Problem to work on ::
Collect all lines below with the string "Tapajós".

*** Given records ***

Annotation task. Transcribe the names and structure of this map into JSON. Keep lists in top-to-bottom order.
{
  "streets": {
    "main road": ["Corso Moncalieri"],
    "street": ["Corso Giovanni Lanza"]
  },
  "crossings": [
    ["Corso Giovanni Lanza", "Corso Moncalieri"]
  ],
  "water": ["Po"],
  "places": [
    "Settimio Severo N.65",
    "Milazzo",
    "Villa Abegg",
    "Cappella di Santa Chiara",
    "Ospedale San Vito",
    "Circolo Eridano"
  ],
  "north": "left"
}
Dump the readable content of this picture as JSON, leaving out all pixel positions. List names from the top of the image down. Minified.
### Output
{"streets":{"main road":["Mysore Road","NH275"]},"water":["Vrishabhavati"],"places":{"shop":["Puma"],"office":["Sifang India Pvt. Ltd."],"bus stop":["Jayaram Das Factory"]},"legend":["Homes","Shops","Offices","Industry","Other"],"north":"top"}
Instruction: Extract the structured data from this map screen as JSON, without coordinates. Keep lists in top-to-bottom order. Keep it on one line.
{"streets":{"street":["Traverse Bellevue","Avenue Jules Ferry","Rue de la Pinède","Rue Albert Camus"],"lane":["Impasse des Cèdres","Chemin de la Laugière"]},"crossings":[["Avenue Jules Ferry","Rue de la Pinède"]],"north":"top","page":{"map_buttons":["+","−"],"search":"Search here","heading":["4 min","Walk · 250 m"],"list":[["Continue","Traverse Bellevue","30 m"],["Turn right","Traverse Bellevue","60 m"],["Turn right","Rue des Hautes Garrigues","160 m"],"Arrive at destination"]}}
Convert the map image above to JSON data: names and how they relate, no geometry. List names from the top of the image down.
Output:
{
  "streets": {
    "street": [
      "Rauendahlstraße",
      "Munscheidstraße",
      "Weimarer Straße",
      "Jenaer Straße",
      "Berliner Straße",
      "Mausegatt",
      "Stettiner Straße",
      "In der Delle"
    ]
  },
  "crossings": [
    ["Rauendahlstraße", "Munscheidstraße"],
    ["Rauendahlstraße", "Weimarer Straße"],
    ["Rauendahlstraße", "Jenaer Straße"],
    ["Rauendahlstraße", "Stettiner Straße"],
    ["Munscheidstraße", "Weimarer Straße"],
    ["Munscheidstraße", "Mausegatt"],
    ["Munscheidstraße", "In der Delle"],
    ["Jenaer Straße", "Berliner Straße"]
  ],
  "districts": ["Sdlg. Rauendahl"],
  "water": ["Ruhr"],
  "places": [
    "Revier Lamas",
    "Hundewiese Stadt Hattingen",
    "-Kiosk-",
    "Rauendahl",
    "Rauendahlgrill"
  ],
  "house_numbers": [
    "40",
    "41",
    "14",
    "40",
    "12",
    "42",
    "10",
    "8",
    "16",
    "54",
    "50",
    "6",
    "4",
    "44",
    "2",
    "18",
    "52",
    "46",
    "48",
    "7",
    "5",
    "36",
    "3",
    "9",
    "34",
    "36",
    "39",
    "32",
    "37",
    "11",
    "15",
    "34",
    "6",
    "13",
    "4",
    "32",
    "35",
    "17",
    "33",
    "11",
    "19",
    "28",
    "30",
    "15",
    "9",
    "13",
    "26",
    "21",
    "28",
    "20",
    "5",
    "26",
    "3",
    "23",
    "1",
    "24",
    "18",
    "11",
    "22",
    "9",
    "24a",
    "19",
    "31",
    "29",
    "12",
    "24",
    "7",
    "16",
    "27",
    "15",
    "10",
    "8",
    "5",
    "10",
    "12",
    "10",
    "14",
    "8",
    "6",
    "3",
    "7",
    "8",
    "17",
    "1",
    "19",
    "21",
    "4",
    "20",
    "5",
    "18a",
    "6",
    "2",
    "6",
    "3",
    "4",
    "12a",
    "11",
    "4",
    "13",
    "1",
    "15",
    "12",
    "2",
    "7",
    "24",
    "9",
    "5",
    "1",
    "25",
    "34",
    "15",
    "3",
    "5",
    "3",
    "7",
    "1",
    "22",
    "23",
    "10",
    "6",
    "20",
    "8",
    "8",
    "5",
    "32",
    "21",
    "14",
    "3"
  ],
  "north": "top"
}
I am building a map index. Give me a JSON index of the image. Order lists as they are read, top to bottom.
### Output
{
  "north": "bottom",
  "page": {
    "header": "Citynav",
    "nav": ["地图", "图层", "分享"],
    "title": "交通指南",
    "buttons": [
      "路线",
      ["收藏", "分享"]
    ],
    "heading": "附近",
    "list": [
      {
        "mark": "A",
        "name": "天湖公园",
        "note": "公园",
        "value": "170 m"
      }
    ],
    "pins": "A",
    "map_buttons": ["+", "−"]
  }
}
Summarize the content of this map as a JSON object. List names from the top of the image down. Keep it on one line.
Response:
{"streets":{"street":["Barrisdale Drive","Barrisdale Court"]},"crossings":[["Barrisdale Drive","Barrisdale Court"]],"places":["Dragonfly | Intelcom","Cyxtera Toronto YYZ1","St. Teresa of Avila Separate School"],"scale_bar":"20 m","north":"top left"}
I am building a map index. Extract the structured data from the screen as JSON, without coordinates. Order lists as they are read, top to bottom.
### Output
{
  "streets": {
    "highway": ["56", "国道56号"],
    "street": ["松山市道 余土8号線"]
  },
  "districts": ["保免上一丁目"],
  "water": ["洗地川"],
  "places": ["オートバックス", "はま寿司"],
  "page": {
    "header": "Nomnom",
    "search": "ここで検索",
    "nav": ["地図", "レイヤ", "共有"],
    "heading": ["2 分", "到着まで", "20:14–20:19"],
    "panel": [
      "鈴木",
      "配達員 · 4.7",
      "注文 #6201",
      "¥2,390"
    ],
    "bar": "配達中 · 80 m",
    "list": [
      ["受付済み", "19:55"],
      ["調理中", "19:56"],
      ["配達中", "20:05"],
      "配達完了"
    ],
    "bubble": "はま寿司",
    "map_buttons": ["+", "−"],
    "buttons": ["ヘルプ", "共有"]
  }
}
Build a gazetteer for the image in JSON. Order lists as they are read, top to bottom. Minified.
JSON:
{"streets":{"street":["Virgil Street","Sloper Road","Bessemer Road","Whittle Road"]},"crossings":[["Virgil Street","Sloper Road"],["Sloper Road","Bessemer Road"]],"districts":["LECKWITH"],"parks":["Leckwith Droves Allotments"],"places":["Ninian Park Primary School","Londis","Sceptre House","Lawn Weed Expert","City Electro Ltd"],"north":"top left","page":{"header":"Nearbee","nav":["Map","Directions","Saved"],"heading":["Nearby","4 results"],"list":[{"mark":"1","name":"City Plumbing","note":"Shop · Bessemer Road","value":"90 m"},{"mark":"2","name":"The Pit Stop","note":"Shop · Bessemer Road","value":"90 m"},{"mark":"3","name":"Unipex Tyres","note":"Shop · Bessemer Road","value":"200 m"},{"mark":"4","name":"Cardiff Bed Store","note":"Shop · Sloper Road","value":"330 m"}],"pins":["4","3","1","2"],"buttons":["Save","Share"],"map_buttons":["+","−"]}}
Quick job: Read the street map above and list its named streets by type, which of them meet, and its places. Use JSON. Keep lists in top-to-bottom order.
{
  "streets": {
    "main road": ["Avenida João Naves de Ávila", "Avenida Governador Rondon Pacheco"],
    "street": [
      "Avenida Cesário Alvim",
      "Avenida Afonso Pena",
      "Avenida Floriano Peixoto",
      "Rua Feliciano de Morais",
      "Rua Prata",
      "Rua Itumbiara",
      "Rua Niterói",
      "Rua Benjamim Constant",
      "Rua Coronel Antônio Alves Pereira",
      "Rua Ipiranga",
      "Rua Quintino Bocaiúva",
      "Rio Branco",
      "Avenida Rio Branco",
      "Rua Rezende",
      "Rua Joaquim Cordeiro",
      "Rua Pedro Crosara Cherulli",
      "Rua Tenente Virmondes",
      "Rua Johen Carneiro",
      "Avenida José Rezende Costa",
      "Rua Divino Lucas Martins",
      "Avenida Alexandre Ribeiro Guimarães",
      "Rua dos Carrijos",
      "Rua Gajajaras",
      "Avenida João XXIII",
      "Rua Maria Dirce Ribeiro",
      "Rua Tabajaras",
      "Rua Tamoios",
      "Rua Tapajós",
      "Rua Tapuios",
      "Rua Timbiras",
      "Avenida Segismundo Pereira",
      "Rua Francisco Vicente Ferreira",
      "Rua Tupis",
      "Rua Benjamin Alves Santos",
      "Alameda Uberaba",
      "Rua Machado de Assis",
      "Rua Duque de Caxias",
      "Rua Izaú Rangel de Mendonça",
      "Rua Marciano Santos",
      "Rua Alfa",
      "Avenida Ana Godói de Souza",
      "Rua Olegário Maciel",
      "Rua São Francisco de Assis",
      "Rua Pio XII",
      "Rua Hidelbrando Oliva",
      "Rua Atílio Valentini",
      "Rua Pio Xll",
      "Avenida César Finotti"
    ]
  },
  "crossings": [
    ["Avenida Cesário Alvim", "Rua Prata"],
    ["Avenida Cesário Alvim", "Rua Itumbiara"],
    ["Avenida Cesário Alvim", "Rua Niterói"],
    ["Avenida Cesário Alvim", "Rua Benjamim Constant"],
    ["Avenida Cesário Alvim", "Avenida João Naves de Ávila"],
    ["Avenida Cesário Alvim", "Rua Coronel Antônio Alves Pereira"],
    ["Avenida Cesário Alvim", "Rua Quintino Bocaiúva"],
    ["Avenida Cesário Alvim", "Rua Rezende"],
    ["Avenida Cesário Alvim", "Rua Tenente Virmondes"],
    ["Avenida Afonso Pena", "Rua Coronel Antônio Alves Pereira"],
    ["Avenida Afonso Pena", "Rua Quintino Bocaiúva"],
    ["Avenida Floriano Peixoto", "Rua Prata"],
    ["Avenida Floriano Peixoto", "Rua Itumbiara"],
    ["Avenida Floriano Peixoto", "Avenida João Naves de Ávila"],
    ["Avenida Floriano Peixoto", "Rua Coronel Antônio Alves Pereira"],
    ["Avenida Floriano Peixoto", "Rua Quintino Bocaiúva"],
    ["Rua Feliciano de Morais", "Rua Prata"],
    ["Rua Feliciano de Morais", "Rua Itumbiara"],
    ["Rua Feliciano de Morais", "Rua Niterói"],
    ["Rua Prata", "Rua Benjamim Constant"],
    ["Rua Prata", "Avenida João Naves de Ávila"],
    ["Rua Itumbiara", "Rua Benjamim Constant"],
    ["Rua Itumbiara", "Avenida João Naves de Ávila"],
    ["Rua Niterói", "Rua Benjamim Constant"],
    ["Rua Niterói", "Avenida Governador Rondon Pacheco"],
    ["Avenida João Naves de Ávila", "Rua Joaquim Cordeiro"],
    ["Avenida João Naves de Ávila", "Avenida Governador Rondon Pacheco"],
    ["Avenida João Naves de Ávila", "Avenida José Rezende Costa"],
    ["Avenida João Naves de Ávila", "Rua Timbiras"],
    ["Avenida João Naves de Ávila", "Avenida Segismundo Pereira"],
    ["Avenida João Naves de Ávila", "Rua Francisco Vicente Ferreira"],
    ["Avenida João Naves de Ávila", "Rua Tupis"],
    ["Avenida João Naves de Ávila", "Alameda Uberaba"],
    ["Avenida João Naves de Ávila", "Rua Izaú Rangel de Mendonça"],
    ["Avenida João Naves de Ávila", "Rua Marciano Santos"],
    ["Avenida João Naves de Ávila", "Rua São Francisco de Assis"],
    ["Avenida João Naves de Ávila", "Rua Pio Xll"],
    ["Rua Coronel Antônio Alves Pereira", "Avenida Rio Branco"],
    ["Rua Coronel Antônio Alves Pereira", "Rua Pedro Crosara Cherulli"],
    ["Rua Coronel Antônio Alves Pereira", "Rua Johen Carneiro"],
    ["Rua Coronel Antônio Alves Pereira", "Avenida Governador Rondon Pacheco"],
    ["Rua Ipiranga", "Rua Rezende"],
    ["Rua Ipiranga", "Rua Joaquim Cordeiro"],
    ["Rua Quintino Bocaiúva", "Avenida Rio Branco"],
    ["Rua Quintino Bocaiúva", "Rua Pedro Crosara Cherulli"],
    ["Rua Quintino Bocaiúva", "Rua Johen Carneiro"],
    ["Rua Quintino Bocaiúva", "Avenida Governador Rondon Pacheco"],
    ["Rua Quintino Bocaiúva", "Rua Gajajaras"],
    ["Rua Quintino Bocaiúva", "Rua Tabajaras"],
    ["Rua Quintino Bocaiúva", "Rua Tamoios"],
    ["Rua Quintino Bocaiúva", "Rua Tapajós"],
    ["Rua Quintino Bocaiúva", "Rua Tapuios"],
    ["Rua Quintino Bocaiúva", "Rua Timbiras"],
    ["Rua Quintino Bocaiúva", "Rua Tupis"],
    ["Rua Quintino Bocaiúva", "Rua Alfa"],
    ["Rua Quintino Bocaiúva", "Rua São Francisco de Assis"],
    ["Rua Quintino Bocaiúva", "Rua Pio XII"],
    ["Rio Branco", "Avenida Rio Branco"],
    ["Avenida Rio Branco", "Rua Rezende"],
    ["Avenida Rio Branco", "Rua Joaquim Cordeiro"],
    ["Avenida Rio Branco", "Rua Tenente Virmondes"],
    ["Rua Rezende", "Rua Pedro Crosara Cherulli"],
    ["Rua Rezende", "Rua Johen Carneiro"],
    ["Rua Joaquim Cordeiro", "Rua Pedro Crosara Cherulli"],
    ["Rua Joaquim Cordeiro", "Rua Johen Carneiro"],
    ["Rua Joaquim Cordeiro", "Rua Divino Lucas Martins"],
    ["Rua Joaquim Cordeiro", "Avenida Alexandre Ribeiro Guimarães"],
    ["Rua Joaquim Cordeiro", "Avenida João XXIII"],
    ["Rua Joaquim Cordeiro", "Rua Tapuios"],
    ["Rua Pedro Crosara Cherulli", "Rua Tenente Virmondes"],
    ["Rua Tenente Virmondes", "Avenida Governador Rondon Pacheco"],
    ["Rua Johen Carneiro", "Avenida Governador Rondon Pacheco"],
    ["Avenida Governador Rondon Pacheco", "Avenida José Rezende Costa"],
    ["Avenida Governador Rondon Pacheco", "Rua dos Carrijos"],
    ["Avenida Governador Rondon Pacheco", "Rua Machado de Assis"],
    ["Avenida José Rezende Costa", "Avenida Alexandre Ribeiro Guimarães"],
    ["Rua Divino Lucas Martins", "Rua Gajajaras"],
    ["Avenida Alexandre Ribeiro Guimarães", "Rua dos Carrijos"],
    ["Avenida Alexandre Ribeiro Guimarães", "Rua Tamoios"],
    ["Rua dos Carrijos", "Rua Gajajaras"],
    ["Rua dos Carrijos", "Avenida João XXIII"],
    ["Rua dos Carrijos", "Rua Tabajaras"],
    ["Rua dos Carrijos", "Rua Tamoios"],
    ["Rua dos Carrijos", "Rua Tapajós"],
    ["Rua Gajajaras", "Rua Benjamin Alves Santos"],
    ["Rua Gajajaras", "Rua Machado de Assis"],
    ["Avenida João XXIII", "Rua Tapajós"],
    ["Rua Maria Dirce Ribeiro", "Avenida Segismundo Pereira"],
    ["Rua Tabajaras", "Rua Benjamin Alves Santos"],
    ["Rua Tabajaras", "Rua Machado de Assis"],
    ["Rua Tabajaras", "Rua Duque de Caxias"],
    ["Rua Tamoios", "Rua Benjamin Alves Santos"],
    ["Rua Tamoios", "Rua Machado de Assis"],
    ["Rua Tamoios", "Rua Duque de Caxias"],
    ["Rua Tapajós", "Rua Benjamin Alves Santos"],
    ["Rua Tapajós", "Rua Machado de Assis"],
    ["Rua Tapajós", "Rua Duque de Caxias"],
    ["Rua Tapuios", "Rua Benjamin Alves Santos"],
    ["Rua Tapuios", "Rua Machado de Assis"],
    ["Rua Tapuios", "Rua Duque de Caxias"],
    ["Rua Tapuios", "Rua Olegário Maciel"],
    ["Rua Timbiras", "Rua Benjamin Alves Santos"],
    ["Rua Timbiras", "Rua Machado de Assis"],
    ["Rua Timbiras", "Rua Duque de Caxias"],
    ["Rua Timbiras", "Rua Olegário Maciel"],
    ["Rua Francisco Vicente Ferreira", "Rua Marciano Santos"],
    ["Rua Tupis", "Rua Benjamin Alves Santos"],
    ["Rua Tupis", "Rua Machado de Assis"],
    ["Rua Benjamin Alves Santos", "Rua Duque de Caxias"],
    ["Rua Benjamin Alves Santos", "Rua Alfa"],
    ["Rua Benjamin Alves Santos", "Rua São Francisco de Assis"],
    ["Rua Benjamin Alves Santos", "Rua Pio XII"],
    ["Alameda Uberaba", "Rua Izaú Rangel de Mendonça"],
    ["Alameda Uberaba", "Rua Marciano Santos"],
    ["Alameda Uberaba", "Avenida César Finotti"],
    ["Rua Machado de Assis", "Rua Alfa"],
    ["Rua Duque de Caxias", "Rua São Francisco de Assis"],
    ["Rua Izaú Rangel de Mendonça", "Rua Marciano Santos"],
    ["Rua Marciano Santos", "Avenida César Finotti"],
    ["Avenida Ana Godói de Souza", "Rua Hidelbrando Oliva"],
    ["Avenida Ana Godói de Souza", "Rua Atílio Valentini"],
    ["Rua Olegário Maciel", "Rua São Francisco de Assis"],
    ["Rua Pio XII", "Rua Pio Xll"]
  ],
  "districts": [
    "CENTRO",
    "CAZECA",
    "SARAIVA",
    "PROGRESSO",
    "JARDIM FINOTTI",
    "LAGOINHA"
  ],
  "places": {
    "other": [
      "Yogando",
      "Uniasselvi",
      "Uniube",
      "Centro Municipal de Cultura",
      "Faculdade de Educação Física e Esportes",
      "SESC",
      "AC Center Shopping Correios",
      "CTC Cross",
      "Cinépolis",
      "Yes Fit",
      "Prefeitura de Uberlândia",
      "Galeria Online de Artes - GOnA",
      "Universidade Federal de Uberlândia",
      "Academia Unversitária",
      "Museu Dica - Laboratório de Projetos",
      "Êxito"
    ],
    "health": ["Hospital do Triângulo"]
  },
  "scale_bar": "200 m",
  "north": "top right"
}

*** End of Given records ***

Exercise result ::
      "Rua Tapajós",
    ["Rua Quintino Bocaiúva", "Rua Tapajós"],
    ["Rua dos Carrijos", "Rua Tapajós"],
    ["Avenida João XXIII", "Rua Tapajós"],
    ["Rua Tapajós", "Rua Benjamin Alves Santos"],
    ["Rua Tapajós", "Rua Machado de Assis"],
    ["Rua Tapajós", "Rua Duque de Caxias"],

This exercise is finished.